I really don't think you smothered him, at 7 weeks they are so strong. when I was nursing my newborn I pressed her nose to close to my breast,she couldn't breathe and she quickly pulled away and started squirming as best she could to get me to pull away. This was at 1 week. Babies have a natural urge (like us) to breathe and wouldn't just sit there and suffocate without at least trying to sqirm a bit. It sounds like maybe he had a preexisiting condition the dr's weren't aware of. I am so sorry mama-good luck to you


----------



## MillingNome (Nov 18, 2005)

There is nothing more to say than my heart breaks for you and your family. Take care to draw near those that love you.

~peace be to you


----------



## onlyboys (Feb 12, 2004)

I am so sorry for your loss.

Peace to you.


----------



## BethanyB (Nov 12, 2005)

Your story is heartbreaking. I am so sorry for your little boy. I know it is natural to play "what if", but you can't blame yourself; it wasn't your fault!!! My son only lived 35 hours, and we knew he would never leave the hospital; I can't imagine how hard it is for you since you got to take him home and thought he was going to pull through. Try to take care of yourself. This is a great site for support, as we have all lost our babes at one stage or another.









- Bethany B, mom to Quinn 10/14/05-10/15/05


----------



## Patti Ann (Dec 2, 2001)

Oh mama I am so sorry. I am crying reading your post. Rainer was so loved by his family. Try not to beat yourself up. My heart aches for you and your family.

I remember you from the October ddc and all the plans for the delivery so he could be close to the best medical care. You are a wonderful mama and don't doubt yourself.








Rainer Matthew Keegan









Much love, peace and strength to you and your family during this difficult time.

Patti


----------



## AllyRae (Dec 10, 2003)

I am so sorry.














: Your baby sounds so sweet and so strong...you are a great mama.
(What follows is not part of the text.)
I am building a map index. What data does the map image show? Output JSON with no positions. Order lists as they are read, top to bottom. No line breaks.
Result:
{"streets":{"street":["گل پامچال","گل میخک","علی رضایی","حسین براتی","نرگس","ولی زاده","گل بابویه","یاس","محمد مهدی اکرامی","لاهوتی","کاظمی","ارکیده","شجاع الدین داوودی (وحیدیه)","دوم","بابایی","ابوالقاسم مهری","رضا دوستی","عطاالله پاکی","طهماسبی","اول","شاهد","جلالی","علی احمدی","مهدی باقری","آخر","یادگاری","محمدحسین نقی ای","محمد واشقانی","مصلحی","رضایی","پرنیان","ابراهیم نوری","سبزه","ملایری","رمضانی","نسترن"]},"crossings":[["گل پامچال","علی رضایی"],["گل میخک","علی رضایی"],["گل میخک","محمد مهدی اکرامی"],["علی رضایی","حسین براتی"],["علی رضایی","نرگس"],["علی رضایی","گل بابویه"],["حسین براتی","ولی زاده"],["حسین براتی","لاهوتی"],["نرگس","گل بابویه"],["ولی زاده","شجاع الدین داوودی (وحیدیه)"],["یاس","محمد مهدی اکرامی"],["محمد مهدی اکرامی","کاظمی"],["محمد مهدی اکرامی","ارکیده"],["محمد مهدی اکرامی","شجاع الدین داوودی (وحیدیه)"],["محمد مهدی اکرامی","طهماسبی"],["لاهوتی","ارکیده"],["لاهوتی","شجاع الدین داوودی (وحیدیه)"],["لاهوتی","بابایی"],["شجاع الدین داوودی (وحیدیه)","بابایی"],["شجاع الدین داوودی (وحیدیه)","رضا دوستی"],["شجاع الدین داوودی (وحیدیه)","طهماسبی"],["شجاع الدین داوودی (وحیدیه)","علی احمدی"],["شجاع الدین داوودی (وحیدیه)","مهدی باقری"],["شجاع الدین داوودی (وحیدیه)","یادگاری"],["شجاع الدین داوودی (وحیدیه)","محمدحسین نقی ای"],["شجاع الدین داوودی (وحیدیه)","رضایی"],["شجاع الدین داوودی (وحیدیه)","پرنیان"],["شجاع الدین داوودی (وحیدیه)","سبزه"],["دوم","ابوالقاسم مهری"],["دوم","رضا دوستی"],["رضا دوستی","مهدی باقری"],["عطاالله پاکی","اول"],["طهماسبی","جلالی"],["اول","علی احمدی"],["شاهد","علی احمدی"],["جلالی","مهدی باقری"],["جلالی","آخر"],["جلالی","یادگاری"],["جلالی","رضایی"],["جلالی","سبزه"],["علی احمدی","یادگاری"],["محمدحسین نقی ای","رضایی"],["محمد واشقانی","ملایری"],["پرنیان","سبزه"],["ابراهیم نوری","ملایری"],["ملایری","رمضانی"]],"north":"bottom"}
You didn't do anything wrong...







:


----------



## cathynmatt (Jan 25, 2004)

I am so sorry for your loss. I have no other words.


----------



## SKK (Apr 9, 2005)

oh my, I am so sorry! Please don't blame yourself!








to you and your family at this difficult time.


----------



## a-sorta-fairytale (Mar 29, 2005)

I am so sorry. Be gentle with yourself.
Margarita


----------



## taradt (Jun 10, 2003)

Mama I am so sorry
















Thank you for sharing Rainer with us, he sounds like he was a perfect baby.

You are all in my thoughts, take extra care of yourself during this hard time

tara


----------



## nydiagonz (Jun 29, 2005)

Mama, I am so, very sorry for your loss and pain.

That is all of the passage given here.